We had to face earnings challenges, credit issues, TARP, regulatory fire-breathing, assessments, unemployment, increasing bank failures/mergers, and tight budgets … and that might have been the good news. All in all, our clients felt that 2009 was just about the toughest year any of us can remember.
But, at the same time and in the midst of this chaos, we also saw good gutsy bankers working the credits, managing expenses, caring for the customers and showing a lot of grit and determination to get to the other side of this crisis lean, mean, and ready for long-term success.
And, hey, it’s not all bad. Christmas is here. You’re still in the running in the fantasy league. Nobody has found the tequila stash in the garage yet. Most of last year’s clothes still fit. You’re pretty sure that there’s at least one kid who put that Obama Chia thing under the tree for you just as the Dubya version is giving up the ghost. And Aunt Gertie decided to go to Jamaica with the new boyfriend for Christmas instead of sleeping on the cot in the family room for the 11th straight year and making the Jello surprise mold that started the town epidemic last year. Rock on!

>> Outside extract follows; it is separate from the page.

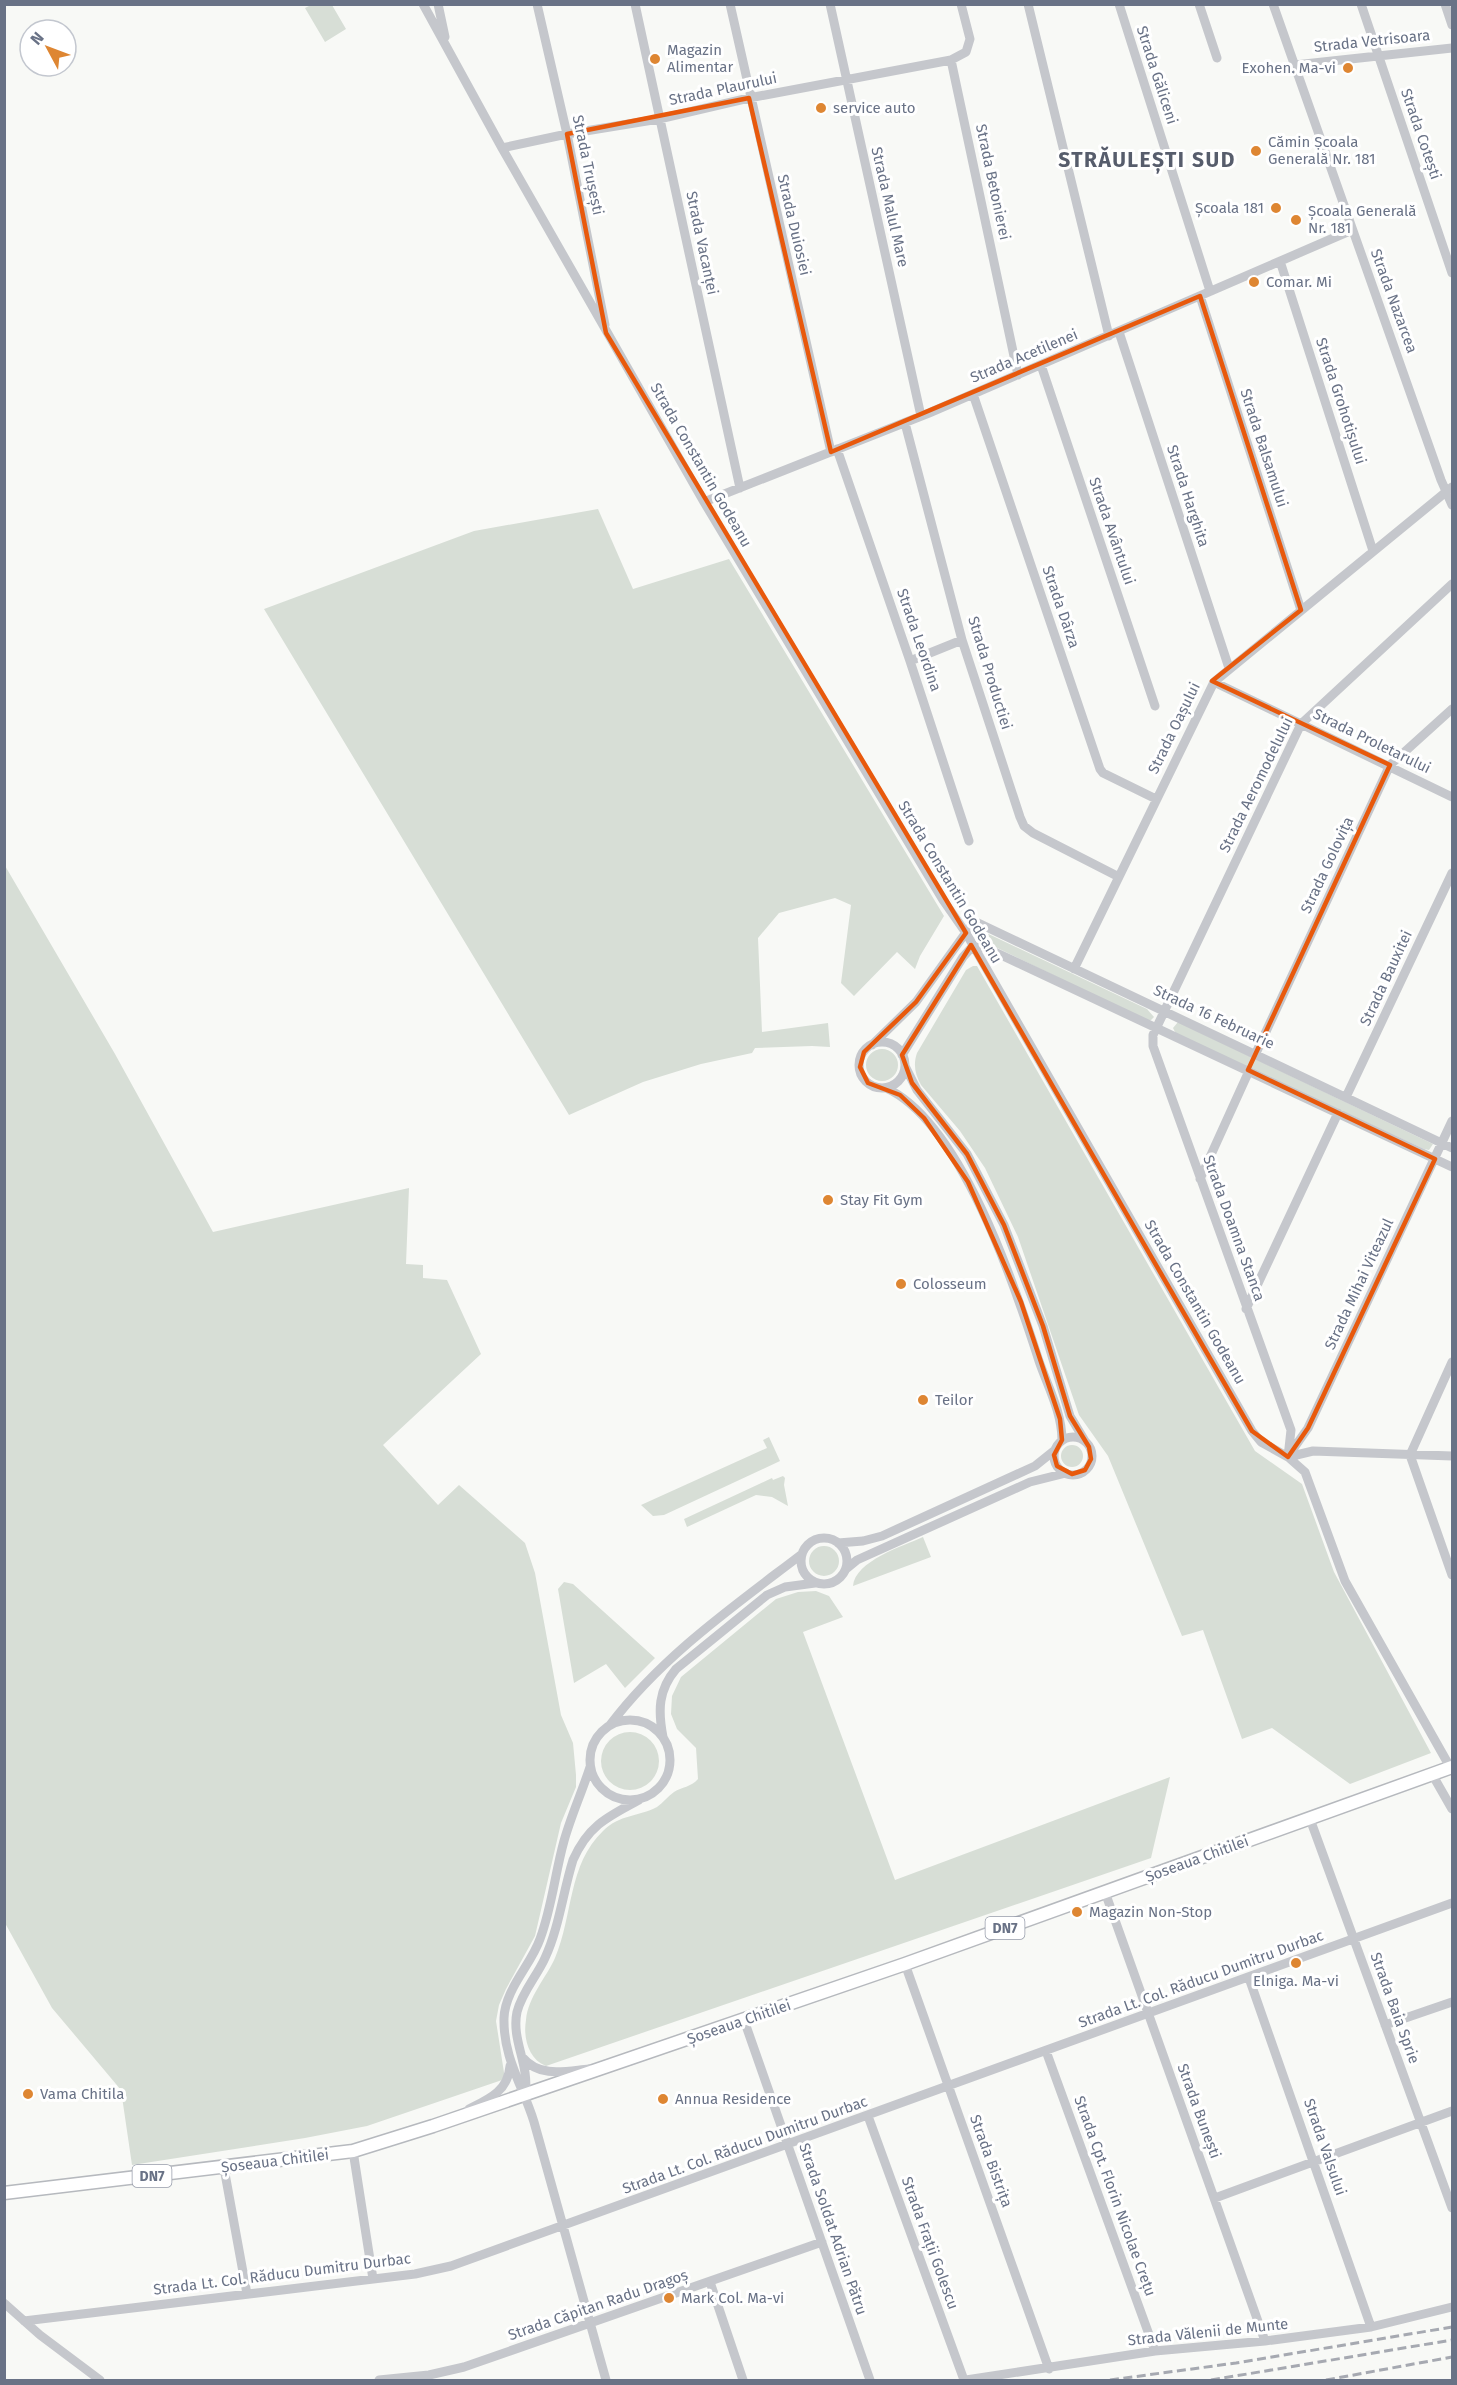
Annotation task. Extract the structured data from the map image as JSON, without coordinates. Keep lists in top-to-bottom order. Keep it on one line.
{"streets":{"main road":["Șoseaua Chitilei","DN7"],"street":["Strada Vetrisoara","Strada Găliceni","Strada Plaurului","Strada Cotești","Strada Trușești","Strada Betonierei","Strada Malul Mare","Strada Duiosiei","Strada Vacanței","Strada Nazarcea","Strada Acetilenei","Strada Grohotișului","Strada Balsamului","Strada Constantin Godeanu","Strada Harghita","Strada Avântului","Strada Dârza","Strada Leordina","Strada Productiei","Strada Oașului","Strada Proletarului","Strada Aeromodelului","Strada Golovița","Strada Bauxitei","Strada 16 Februarie","Strada Doamna Stanca","Strada Mihai Viteazul","Strada Lt. Col. Răducu Dumitru Durbac","Strada Baia Sprie","Strada Bunești","Strada Valsului","Strada Bistrița","Strada Cpt. Florin Nicolae Crețu","Strada Soldat Adrian Pătru","Strada Frații Golescu","Strada Căpitan Radu Dragoș","Strada Vălenii de Munte"]},"crossings":[["Strada Vetrisoara","Strada Cotești"],["Strada Vetrisoara","Strada Nazarcea"],["Strada Găliceni","Strada Acetilenei"],["Strada Plaurului","Strada Trușești"],["Strada Plaurului","Strada Betonierei"],["Strada Plaurului","Strada Malul Mare"],["Strada Plaurului","Strada Duiosiei"],["Strada Plaurului","Strada Vacanței"],["Strada Plaurului","Strada Constantin Godeanu"],["Strada Trușești","Strada Constantin Godeanu"],["Strada Betonierei","Strada Acetilenei"],["Strada Malul Mare","Strada Acetilenei"],["Strada Duiosiei","Strada Acetilenei"],["Strada Duiosiei","Strada Leordina"],["Strada Vacanței","Strada Acetilenei"],["Strada Nazarcea","Strada Acetilenei"],["Strada Nazarcea","Strada Oașului"],["Strada Acetilenei","Strada Grohotișului"],["Strada Acetilenei","Strada Balsamului"],["Strada Acetilenei","Strada Constantin Godeanu"],["Strada Acetilenei","Strada Harghita"],["Strada Acetilenei","Strada Avântului"],["Strada Acetilenei","Strada Dârza"],["Strada Acetilenei","Strada Leordina"],["Strada Acetilenei","Strada Productiei"],["Strada Grohotișului","Strada Oașului"],["Strada Balsamului","Strada Oașului"],["Strada Constantin Godeanu","Strada 16 Februarie"],["Strada Constantin Godeanu","Strada Doamna Stanca"],["Strada Constantin Godeanu","Strada Mihai Viteazul"],["Strada Constantin Godeanu","Șoseaua Chitilei"],["Strada Harghita","Strada Oașului"],["Strada Dârza","Strada Oașului"],["Strada Productiei","Strada Oașului"],["Strada Oașului","Strada Proletarului"],["Strada Oașului","Strada 16 Februarie"],["Strada Proletarului","Strada Aeromodelului"],["Strada Proletarului","Strada Golovița"],["Strada Aeromodelului","Strada 16 Februarie"],["Strada Aeromodelului","Strada Doamna Stanca"],["Strada Golovița","Strada 16 Februarie"],["Strada Bauxitei","Strada 16 Februarie"],["Strada 16 Februarie","Strada Doamna Stanca"],["Strada 16 Februarie","Strada Mihai Viteazul"],["Strada Doamna Stanca","Strada Mihai Viteazul"],["Șoseaua Chitilei","Strada Baia Sprie"],["Șoseaua Chitilei","Strada Bunești"],["Șoseaua Chitilei","Strada Bistrița"],["Șoseaua Chitilei","Strada Soldat Adrian Pătru"],["Strada Lt. Col. Răducu Dumitru Durbac","Strada Baia Sprie"],["Strada Lt. Col. Răducu Dumitru Durbac","Strada Bunești"],["Strada Lt. Col. Răducu Dumitru Durbac","Strada Valsului"],["Strada Lt. Col. Răducu Dumitru Durbac","Strada Bistrița"],["Strada Lt. Col. Răducu Dumitru Durbac","Strada Cpt. Florin Nicolae Crețu"],["Strada Lt. Col. Răducu Dumitru Durbac","Strada Soldat Adrian Pătru"],["Strada Lt. Col. Răducu Dumitru Durbac","Strada Frații Golescu"],["Strada Bunești","Strada Vălenii de Munte"],["Strada Valsului","Strada Vălenii de Munte"],["Strada Bistrița","Strada Vălenii de Munte"],["Strada Cpt. Florin Nicolae Crețu","Strada Vălenii de Munte"],["Strada Soldat Adrian Pătru","Strada Căpitan Radu Dragoș"],["Strada Frații Golescu","Strada Vălenii de Munte"]],"districts":["STRĂULEȘTI SUD"],"places":["Magazin Alimentar","Exohen. Ma-vi","service auto","Cămin Școala Generală Nr. 181","Școala 181","Școala Generală Nr. 181","Comar. Mi","Stay Fit Gym","Colosseum","Teilor","Magazin Non-Stop","Elniga. Ma-vi","Vama Chitila","Annua Residence","Mark Col. Ma-vi"],"north":"top left"}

And, best of all, the big finish is here! The 2009 GonzoBanker awards are locked, loaded, hereby presented for your perusal and consumption. And offered, mind you, in a year where there was no shortage of strange, weird, head-scratching news that makes for some darn fine fodder.
So, put lead into the nog, put up your feet, and enjoy.
The ‘Holy Crap’ Moment of 2009
The moment when banks realized they had to replace millions in checking overdraft fee income. Between threats of the Dodd bill and new Fed regulations with POS/ATM overdraft opt-in, banks are scrambling for new product ideas. $100 fines for stealing pens at the teller line is all that we’ve come up with so far.
Bank Deal of the Year – BB&T takes Colonial. A nice, cheap pickup for BB&T that provides great cost cutting opportunities and expands BB&T’s footprint in the Southeast, which will ultimately come back strong economically.
Best Smaller Bank Merger of the Year – First Niagara Financial Group takes Harleysville – two great community banking organizations coming together. Keep it rolling, guys!
The Shrewd Acquirer Awards – For doing great acquisitions in 2009:
The Gonzo Banker of the Year Award – goes to John Kanas for his acquisition of Bank United in Florida and his in-your-face efforts to recruit top bankers in this marketplace (check out his American Banker full-page ads if you get a chance). Kanas is bringing the North Fork playbook to the sunshine state, and he will be a tough competitor.
The Legend Award – goes to retiring Wells Chairman Dick Kovacevich. During an industry crisis built on greed and self-serving behavior, it was sad to see a true honorable banker end his career. The man who didn’t want the damn TARP money will always inspire great bankers.
The Bank Iron Guts Award – goes to First Niagara Financial Group for its massive purchase of PNC branches and expansion into Pennsylvania.
The Credit Union Iron Guts Awards – goes to two organizations that made big strategic moves. Space Coast Credit Union (Melbourne, Fla.) did a bold merger with the failed Eastern Florida Financial Credit Union (The largest CU merger ever!), and Royal Credit Union (Eau Claire, Wis.) acquired 11 branches from Anchor Bank, nearly doubling its branch footprint in one move.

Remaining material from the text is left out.